BEGIN MATERIAL FOR THIS EXERCISE

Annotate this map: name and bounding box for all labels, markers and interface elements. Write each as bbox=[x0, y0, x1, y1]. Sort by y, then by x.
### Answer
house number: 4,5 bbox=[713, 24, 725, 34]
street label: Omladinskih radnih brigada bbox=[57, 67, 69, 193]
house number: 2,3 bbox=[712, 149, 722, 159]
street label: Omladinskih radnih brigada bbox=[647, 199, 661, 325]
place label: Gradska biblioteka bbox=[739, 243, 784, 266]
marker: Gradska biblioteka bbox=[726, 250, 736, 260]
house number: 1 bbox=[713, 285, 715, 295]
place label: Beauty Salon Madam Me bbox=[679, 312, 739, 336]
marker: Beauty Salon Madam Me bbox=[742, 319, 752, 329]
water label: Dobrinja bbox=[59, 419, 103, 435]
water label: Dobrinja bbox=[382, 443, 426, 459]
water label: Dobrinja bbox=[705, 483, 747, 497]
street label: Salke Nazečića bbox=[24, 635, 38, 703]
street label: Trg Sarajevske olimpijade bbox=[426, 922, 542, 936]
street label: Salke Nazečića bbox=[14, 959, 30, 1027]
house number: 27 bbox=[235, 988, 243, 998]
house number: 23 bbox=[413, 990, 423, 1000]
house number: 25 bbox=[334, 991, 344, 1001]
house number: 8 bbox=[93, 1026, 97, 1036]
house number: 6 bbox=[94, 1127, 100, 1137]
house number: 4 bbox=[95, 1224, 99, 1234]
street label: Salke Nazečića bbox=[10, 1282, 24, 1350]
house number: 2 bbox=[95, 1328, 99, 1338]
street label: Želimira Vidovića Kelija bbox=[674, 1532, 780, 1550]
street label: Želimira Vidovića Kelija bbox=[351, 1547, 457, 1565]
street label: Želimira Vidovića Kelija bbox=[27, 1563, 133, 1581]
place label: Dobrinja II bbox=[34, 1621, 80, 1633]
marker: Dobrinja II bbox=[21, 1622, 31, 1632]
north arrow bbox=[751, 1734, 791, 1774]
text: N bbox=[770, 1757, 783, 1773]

END MATERIAL FOR THIS EXERCISE

_AIM OF THE TASK:_
Scan the listing above for the word "Vidovića" and copy every line that holds it.

_FINISHED EXERCISE:_
street label: Želimira Vidovića Kelija bbox=[674, 1532, 780, 1550]
street label: Želimira Vidovića Kelija bbox=[351, 1547, 457, 1565]
street label: Želimira Vidovića Kelija bbox=[27, 1563, 133, 1581]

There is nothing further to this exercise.